Speaking at a seminar on RTI at the Sri Lanka Press Institute here on Tuesday, Nayak said that Ashoka had inscribed on rocks all over the Indian sub-continent his government’s policies, development programs and his ideas on various social, economic and political issues, including how religions should co-exist with each other.
“He insisted that the inscriptions should be in the local language and not in a courtly language like Sanskrit. And considering the fact that few of his subjects were literate, he enjoined officials to read out the edits to people at public gatherings,” Nayak said.
However, after the fall of the Mauryan empire, people had stopped reading these edits and the Prakrits had gone out of use. One had to wait until the British Orientalist, James Prinsep (1799-1840), deciphered them centuries later, he added.
RTI in India is rated as a success globally, though it has a long way to go to merit real praise.
“5.5 million applications for information have been received so far, which compares well with 3.5 million in the US. But then, 5.5 million is only a minute fraction of the total population of 1.1 billion.”
One of the issues raised by officials in India is about the cost of providing information.
“Cost can be reduced if the government and public bodies voluntarily disclose as much as possible about themselves. In Delhi, people are allowed to inspect government records every second Saturday,” Nayak said.
Where there are no websites to go into for information, other methods of communication are used.
“In Gujarat, the outer walls of villages are used to communicate the activities of the Panchayat and the rights villagers are entitled to,” Nayak said.
While journalists do not find the RTI useful because of the delay in getting information, the downtrodden sections of society and NGOs in the development sector use it to see records relating to government departments. Political parties also use RTI to get authentic information on the government’s performance. Surprisingly, even government servants use RTI.

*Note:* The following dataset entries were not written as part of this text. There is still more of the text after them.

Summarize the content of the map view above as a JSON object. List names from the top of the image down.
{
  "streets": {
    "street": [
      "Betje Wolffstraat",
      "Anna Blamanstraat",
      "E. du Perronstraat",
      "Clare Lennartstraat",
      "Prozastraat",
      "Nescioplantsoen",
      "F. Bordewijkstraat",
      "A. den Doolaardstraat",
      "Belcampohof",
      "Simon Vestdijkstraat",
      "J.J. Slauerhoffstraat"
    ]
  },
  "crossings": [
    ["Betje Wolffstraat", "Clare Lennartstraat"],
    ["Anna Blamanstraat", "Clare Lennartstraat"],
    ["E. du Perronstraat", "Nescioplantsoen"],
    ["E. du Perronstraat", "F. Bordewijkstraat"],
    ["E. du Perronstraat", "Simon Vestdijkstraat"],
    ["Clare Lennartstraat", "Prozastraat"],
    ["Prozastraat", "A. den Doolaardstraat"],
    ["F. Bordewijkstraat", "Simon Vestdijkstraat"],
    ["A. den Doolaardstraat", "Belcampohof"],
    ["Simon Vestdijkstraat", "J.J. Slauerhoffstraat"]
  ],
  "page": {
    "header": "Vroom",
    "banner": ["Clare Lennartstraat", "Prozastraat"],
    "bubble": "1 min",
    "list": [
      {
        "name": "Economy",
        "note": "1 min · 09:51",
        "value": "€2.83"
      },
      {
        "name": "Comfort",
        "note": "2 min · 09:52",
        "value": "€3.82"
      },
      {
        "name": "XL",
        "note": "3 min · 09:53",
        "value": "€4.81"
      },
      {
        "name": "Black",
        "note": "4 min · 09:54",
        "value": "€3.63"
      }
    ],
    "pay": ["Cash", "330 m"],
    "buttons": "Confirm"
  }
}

Contrary to the fears expressed by some officials, RTI has not harmed national security.
“If there was any breach of national security it was due to inspired leaks from officials themselves,” Nayak said.
Speaking on RTI in Bangladesh Shamsul Bari, Chairman Research Initiatives Bangladesh, said the RTI has truly empowered the marginalized. The difference between “we” the people and “they” the government, is fading, albeit slowly.
But Bangladesh has a long way to go. Only 50 percent of posts of Designated Officers have been filled. There is still fear among the people that harm will come to them if they seek information. RTI activists should educate the people to shed such fears and see RTI as their entitlement as well as a social need, Bari said.
Speaking on RTI in Pakistan’s tribal province, Khyber Pakhtunwala, MP and activist Meraj Humayun Khan said that Khyber Pakhtunwala has excelled in implementing the RTI act .It has topped the provinces in its use.
“Only the High Court is out of bounds to the RTI. Earlier the Speaker of the KP Assembly wanted the Assembly to be kept of it, but a media uproar defeated his designs,” Khan said.
“We look upon freedom as a fundamental right and are pro-active on RTI,” she added.